We got a crazy early start and were treated to a great sunrise, great views and endless empty roads. :thumbsup:


----------



## Opus51569 (Jul 21, 2009)

Man, you really are living the dream...kudos...and great pix!


----------



## MB1 (Jan 27, 2004)

After the first (very fine) rest stop the views opened up and the climbing got a little harder. Phil couldn't quite keep up with us going up but a little cruising on the downhills and we were back together.

At some point several routes of the days ride started to converge and we started to see other folks. Still, there was plenty of room on the very quiet rural roads.

The second rest stop, oh my! :yesnod:


----------



## MB1 (Jan 27, 2004)

Actually the rest stops were very close together so from the last pig-out to town was only about 20 miles. For the first time in 65 miles we started to see clumps of other riders (like you might expect to see in a 2,000 person ride).

It was nice to finish and get an icy drink as the day was heating up.

Then it was time for phase 2 and 3 of what is sure to become our daily ritual.

Eating and shopping. :thumbsup: 

Should be a fun week.


----------



## skyphix (Jul 26, 2007)

Awesome - can't wait for the rest of the weeks photos!


----------



## Slim Again Soon (Oct 25, 2005)

Shenandoah Valley, and all of western Virginia, really, sure is pretty.

Thanks for the pix.

The woman on the ukelele recumbent ... she sure looks fit!


----------



## MB1 (Jan 27, 2004)

Sunday started out much warmer than Saturday (and Saturday was by no means cool). Not quite as cloudy either. Again we got a nice early start. Turned out there were a lot more folks getting an early start today.

Likely they hoped to beat the heat too.


----------



## MB1 (Jan 27, 2004)

Just like yesterday we got to lunch a couple of hours before it was scheduled to open.

No lunch for you! 

Actually it was way too hot to eat a meal anyway. We filled our bottles and took off.

The ride got hillier and the temps were climbing faster then we were.  

So we only added 24 miles to the route.  

I'm riding with some fairly hard core folks!

Now, what's to eat?


----------



## MB1 (Jan 27, 2004)

Somehow or another we didn't end up doing any shopping on day 2 but we did visit the a Presidential Library (almost no books in the place...).

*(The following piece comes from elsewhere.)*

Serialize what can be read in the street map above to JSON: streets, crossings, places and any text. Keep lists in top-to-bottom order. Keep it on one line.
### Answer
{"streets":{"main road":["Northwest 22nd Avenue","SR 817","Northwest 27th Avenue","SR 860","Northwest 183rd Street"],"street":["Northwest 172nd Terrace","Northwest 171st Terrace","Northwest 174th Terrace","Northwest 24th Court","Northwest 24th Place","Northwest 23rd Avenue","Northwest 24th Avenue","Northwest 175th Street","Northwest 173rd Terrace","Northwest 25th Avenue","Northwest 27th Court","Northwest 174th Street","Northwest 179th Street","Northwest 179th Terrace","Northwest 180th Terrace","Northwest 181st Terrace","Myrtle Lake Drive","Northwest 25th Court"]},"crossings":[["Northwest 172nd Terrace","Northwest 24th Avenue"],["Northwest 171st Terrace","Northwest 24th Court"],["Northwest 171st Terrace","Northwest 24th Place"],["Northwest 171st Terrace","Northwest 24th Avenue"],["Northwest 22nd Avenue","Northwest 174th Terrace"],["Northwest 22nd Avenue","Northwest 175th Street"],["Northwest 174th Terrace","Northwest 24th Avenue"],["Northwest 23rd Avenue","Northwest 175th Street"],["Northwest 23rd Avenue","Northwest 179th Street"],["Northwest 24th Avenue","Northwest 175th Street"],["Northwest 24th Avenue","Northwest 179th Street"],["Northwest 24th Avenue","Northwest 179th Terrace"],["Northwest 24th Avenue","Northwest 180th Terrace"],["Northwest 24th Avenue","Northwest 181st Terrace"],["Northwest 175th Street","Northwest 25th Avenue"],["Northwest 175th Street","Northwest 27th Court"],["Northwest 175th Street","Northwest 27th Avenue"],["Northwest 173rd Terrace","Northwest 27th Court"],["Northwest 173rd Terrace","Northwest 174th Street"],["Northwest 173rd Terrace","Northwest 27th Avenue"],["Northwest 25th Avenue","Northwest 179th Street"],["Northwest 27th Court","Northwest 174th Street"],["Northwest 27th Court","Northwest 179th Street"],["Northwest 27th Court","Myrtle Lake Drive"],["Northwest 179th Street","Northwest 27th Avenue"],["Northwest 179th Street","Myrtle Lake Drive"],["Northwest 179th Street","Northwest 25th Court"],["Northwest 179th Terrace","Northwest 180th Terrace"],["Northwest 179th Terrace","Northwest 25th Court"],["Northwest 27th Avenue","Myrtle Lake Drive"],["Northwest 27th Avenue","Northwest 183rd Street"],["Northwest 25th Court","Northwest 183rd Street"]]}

But darn it, I was so hungry I didn't get any pix of the pizza. :mad2: 

I did manage some ice-cream pix though. :thumbsup:


----------



## 97G8tr (Jul 31, 2007)

Awesome! Thanks for the pics. As a former Virginian, stuck in Atlanta, I'm envious.

If you want to do some amazing riding after the Bike Virginia check out the beginning of Blue Ridge parkway, south to Wintergreen. Some great roads down on the east side of the valley. Since you're from D.C. I'll spare you with how great I think Charlottesville is. :thumbsup:


----------



## FatTireFred (Jan 31, 2005)

never seen a nitto technomic on a merlin before...


----------



## MarkS (Feb 3, 2004)

MB1 said:


> Sunday started out much warmer than Saturday (and Saturday was by no means cool). Not quite as cloudy either. Again we got a nice early start. Turned out there were a lot more folks getting an early start today.
> 
> Likely they hoped to beat the heat too.


Even with an early start it must have been hot as hell. I had planned to do a 100 mile ride to Gettysburg, but five miles outside of Westminster (30miles into my ride) it was 85 degrees at 9:00 a,m, I turned around and took at shortcut. But, I did not realize that a crucial bridge was out of sommission. So, I eneded up doing 70 miles; it was 95 degrees and very humid by the time I arrived at home.. I was wiped out. I can only imagine how hot it was in Virginia today.


----------



## MB1 (Jan 27, 2004)

MarkS said:


> .... I can only imagine how hot it was in Virginia today.


The 3 H's are out to play this week for sure.

Hot, humid, hazy.

Florida was good practice I guess as (so far) we are doing fine.


----------



## jd3 (Oct 8, 2004)

It's a mighty hot week to be on the road. The heat almost got me in Missouri Saturday. I love a good rest stop. You look like you're having fun.


----------



## VaughnA (Jun 3, 2003)

Nice write up MB1. We have a group of 3 centuries in the fall that encompass a lot of that area so we skipped it this year. After seeing the temps for the weekend I'm not missing sleeping in the tent during a heat wave. Enjoy the hotel room. Great riding and beautiful scenery. BIke Va does a good job with rest stops & meals. I just need to calm down after seeing the Shenandoah Pizza sign in one of your photos. It's one of our favorite post ride stops. 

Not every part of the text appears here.